SHE Carribean Magazine - - CONTENTS -

Keep­ing you healthy and trim.

It’s likely that 2014 will be re­mem­bered in the Caribbean as the year of chikun­gunya – a pre­vi­ously lit­tle-known virus which be­came a house­hold name as it spread through­out the re­gion. How­ever, by Au­gust, health of­fi­cials in the USA were re­port­ing that for the first time, U.S. mos­qui­tos were spread­ing the virus. Two peo­ple in Florida were re­ported to have ac­quired chikun­gunya in­fec­tions do­mes­ti­cally; in both cases a per­son in­fected with the virus after vis­it­ing the Caribbean was then bit­ten again by an un­in­fected mos­quito in Florida, which then trans­mit­ted the ill­ness fur­ther.

“The ar­rival of chikun­gunya virus, first in the trop­i­cal Amer­i­cas and now in the United States, un­der­scores the risks posed by this and other ex­otic pathogens,” said Roger Nasci of the Cen­ters for Dis­ease Con­trol and Preven­tion, in a pre­pared state­ment.

Chikun­gunya virus is rarely fa­tal. In­fected peo­ple typ­i­cally suf­fer fever, se­vere joint pain and swelling, mus­cle aches, headaches, rash or a com­bi­na­tion of symp­toms. The name is de­rived from the Tan­ganyikan lan­guage, Ki­makonde, and means “that which bends up,” de­scrib­ing the de­bil­i­tat­ing pain in­fected peo­ple suf­fer. Pa­tients usu­ally re­cover in about a week, although some peo­ple suf­fer long-term joint pain.

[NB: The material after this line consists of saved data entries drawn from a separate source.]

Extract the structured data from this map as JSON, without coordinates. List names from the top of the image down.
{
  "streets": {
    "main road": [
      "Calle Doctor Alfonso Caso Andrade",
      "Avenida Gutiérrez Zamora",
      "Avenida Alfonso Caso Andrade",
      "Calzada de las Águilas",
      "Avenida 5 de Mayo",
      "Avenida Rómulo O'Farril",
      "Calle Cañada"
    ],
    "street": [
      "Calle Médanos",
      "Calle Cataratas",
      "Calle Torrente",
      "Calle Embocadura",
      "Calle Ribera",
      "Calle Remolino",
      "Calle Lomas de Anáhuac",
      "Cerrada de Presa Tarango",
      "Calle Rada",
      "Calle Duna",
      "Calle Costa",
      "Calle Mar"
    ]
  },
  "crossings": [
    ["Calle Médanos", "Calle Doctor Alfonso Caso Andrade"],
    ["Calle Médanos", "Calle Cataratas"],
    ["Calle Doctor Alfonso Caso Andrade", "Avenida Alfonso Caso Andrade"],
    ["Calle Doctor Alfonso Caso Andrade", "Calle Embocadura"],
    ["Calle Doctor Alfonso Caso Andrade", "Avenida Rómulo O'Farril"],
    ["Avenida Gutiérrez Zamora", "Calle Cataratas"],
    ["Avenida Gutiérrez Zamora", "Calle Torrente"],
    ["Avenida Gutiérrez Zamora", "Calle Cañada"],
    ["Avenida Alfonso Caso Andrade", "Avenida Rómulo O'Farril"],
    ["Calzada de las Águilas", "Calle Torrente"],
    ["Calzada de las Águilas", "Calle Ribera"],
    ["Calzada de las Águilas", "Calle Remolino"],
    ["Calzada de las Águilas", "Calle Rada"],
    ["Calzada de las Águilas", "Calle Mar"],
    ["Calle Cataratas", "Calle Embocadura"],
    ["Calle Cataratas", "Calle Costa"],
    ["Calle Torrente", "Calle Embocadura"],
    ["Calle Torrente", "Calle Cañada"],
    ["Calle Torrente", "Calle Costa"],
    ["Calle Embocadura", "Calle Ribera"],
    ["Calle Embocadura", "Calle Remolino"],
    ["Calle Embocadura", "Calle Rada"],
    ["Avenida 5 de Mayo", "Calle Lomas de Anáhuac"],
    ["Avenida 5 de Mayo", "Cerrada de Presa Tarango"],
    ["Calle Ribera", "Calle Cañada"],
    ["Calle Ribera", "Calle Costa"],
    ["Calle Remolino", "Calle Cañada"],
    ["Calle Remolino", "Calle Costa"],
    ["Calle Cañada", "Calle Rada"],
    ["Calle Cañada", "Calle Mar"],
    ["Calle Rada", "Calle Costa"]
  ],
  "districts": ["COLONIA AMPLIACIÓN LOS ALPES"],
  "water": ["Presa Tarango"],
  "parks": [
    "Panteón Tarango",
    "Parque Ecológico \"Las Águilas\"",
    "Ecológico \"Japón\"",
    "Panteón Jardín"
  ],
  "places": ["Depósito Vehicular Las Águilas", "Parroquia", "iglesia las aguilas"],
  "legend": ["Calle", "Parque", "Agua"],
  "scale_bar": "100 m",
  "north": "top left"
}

There is no vac­cine and no spe­cific treat­ment.


Chikun­gunya is a vi­ral dis­ease trans­mit­ted to hu­mans by in­fected mos­qui­toes. It causes fever and se­vere joint pain. Other symp­toms in­clude mus­cle pain, headache, nau­sea, fa­tigue and rash. This virus is not spread per­son to per­son, but rather by the bite of the Asian tiger mos­quito (Aedes al­bopic­tus) or the yel­low fever mos­quito (Aedes ae­gypti). The dis­ease shares some clin­i­cal signs with dengue, and can be mis­di­ag­nosed in ar­eas where dengue is common. There is no cure for the dis­ease. The only ad­vice for avoid­ing in­fec­tion is to avoid mos­quito bites. Treat­ment is fo­cused on re­liev­ing the symp­toms. The prox­im­ity of mos­quito breed­ing sites to hu­man habi­ta­tion is a sig­nif­i­cant risk fac­tor for chikun­gunya. Since 2004, chikun­gunya fever has reached epi­demic proportions, with con­sid­er­able mor­bid­ity and suf­fer­ing. The dis­ease oc­curs in Africa, Asia and the In­dian sub­con­ti­nent. In re­cent decades mos­quito vec­tors of chikun­gunya have spread to Europe and the Amer­i­cas. In 2007, dis­ease trans­mis­sion was re­ported for the first time in a lo­cal­ized out­break in north-east­ern Italy.


Use mos­quito re­pel­lent on ex­posed skin. Wear long sleeves shirts and pants. Have se­cure screens on win­dows and doors to keep mos­qui­toes out. Get rid of mos­quito breed­ing sites by emp­ty­ing stand­ing wa­ter from flower pots, buck­ets and bar­rels. Change the wa­ter in pet dishes and re­place the wa­ter in bird baths weekly. Drill holes in tire swings so wa­ter drains out. Ad­di­tion­ally, a per­son with chikun­gunya fever should limit their ex­po­sure to mos­quito bites in or­der to avoid fur­ther spread­ing the in­fec­tion. The per­son should stay in­doors or un­der a mos­quito net.